Les neurosciences sont fascinantes. Alors que le cerveau


humain restait une forteresse inatteignable depuis la nuit des
temps, une sorte de boîte noire recelant les mystères de
l’esprit, voilà que les progrès technologiques transforment la
science-fiction en réalité. En nous permettant d’observer
l’activité cérébrale, ils ouvrent une perspective vertigineuse :
toute personne deviendrait un livre ouvert, dont la réflexion et
la « subjectivité » pourraient se traduire en signaux objectifs.

De l’espoir de réussir à décortiquer les rouages de la


psychologie humaine naît la soif d’en comprendre et dominer
la complexité. L’épithète « neuro » se voit alors accolée à de
nombreuses disciplines, formant une série de labels intrigants :
neuromarketing, neuromanagement, neuropolitique,
neurodesign, neuroméditation, neurogastronomie, et…
neuroéducation.
Cette dernière discipline paraît porteuse d’un enjeu particulier. Il ne s’agit pas en effet d’un
simple domaine de l’activité humaine, mais du développement même des individus.
Incontestablement, mêler le regard objectif des neurosciences à la pratique éducative
constitue une belle aspiration. Mais la noblesse de la cause suffit-elle ?

Neurosciences ou sciences cognitives ?

Lorsqu’on parle de « neuro » éducation, force est de constater que ce sont presque toujours
des résultats issus des sciences cognitives en général, et de la psychologie expérimentale
en particulier, qui sont mis en avant.
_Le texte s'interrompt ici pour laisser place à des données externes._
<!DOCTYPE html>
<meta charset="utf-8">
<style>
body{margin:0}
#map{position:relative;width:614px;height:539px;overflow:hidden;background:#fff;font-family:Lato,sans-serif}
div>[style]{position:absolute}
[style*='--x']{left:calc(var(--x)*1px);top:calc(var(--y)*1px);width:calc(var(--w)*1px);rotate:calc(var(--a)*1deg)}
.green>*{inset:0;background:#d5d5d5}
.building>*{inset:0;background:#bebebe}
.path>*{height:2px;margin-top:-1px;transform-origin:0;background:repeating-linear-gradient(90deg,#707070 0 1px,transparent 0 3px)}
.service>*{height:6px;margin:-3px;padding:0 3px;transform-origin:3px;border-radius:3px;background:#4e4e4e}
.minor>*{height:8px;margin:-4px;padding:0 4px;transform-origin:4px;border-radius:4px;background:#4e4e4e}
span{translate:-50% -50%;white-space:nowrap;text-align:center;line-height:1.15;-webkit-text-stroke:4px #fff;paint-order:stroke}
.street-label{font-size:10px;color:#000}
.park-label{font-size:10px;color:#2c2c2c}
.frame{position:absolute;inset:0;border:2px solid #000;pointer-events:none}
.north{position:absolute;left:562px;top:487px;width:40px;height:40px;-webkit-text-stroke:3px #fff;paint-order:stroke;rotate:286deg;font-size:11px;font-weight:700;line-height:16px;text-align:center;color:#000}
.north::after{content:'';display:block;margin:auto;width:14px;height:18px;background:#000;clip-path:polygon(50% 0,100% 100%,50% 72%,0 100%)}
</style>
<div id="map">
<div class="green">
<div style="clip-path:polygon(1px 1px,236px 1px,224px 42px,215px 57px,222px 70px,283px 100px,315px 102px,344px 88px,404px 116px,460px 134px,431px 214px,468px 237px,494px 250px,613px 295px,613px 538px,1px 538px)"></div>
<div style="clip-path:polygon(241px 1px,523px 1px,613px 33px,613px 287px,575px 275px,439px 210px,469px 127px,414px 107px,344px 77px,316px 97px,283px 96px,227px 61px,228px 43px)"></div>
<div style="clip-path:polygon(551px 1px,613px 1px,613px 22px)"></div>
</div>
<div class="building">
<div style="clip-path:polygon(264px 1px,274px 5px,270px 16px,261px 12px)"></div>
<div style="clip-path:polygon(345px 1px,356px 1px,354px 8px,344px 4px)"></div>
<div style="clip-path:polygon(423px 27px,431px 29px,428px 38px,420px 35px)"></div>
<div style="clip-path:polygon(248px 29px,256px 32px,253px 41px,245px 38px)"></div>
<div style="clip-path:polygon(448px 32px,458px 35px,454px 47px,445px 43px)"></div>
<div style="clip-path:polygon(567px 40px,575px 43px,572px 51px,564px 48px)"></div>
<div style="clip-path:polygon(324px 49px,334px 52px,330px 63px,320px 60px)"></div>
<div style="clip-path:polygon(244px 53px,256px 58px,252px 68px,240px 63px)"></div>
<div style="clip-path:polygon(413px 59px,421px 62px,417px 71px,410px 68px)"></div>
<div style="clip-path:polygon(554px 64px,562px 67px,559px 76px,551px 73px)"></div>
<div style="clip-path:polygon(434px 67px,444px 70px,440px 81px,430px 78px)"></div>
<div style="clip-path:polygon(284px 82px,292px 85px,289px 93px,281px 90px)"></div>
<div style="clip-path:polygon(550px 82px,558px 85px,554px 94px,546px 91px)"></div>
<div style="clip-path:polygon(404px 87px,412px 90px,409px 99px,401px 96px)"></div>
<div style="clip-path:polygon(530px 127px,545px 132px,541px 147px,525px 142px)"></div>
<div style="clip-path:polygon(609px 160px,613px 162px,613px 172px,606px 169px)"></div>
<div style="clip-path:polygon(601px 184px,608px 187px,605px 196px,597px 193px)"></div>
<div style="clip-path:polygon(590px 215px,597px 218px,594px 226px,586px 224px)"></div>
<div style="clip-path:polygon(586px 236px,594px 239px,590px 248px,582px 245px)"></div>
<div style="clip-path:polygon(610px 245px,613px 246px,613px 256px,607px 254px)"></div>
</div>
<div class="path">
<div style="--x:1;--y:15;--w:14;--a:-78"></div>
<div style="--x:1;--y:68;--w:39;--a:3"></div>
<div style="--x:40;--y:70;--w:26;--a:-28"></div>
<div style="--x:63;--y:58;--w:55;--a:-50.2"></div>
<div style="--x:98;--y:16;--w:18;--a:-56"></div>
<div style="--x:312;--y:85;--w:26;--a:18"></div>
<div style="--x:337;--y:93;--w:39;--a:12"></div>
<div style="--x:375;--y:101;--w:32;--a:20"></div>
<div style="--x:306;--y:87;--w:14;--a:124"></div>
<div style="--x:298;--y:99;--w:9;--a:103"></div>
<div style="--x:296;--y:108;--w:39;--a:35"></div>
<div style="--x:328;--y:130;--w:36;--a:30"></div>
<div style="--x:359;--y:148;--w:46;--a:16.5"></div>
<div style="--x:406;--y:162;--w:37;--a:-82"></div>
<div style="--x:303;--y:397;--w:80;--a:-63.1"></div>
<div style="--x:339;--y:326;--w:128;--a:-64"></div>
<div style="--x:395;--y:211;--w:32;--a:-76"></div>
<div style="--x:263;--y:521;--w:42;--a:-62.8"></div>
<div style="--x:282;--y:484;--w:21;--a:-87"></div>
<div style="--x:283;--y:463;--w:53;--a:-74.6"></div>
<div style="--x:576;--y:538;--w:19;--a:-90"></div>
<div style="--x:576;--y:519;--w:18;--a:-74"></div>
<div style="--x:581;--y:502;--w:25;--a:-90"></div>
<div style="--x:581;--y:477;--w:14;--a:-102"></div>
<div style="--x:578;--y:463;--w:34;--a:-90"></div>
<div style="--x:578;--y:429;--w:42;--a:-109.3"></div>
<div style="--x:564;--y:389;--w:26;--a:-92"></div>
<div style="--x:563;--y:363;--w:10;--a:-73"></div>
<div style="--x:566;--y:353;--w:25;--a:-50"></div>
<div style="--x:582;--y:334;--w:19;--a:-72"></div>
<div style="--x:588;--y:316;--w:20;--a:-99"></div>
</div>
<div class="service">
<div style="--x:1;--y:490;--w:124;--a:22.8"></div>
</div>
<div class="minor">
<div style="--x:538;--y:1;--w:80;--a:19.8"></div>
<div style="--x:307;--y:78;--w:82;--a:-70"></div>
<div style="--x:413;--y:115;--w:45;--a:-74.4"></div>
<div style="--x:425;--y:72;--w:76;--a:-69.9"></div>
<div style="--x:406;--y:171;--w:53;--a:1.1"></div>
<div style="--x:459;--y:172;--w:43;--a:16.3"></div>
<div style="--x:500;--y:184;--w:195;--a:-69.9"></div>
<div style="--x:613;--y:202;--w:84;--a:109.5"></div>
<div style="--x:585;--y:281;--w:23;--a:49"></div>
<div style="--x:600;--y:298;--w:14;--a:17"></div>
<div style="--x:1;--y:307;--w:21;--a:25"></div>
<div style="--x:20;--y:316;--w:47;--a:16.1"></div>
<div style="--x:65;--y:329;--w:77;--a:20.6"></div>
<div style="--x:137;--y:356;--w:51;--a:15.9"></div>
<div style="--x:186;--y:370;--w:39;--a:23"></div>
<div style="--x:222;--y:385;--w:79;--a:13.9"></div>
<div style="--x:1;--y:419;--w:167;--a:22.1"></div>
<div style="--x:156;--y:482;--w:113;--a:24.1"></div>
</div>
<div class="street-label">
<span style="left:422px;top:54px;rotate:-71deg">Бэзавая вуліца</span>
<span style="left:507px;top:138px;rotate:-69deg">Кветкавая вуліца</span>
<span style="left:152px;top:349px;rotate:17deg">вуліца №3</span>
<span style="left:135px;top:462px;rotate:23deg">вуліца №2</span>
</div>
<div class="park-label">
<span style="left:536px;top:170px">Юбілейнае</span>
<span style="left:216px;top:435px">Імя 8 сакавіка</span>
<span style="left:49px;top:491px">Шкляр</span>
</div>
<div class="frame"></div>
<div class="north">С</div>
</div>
Précisons que les sciences cognitives, portant sur
l’étude de la vie mentale, couvrent, outre les neurosciences, un ensemble hétéroclite de
disciplines, allant de la psychologie à la philosophie, en passant par la linguistique,
l’anthropologie, l’informatique, ou encore les mathématiques.

C’est un peu comme si on se mettait à vanter les mérites d’une nouvelle branche de la
chirurgie, disons la chirurgie laser, alors que les résultats réels proviennent de la chirurgie
traditionnelle.

Par ailleurs, s’appuyer sur une recherche qui relève spécifiquement d’un dispositif
d’investigation des processus neuronaux pour proposer de nouvelles pratiques éducatives
relève de la gageure. Entre un résultat issu de données d’imagerie cérébrale et une activité
menée en classe, le décalage paraît tel que toute transposition à l’école semble hautement
spéculative.

Ainsi, il semblerait qu’en matière d’éducation, les neurosciences proprement dites


augmentent les tirages de la presse, donnent une image de rigueur et d’innovation aux
politiques qui s’y réfèrent, mais sont pour l’instant peu porteuses de mesures effectives pour
la salle de classe. Tentons de décrypter les ressorts de cette « neurophilie » qui repose
largement sur des raccourcis de pensée qu’il est intéressant de dérouler pour mieux les
saisir.

De l’imagerie cérébrale aux mirages

Tout d’abord, de fortes attentes sociétales dans le domaine de l’éducation, conjuguées à un


sentiment d’échec et d’urgence, souligné par les faibles résultats de la France aux enquêtes
internationales telles que PISA, abaissent la vigilance critique et ouvrent la voie à la diffusion
de neuromythes. Les neuromythes ont en effet tendance à combler le vide laissé par le
manque de résultats effectifs issus spécifiquement des neurosciences.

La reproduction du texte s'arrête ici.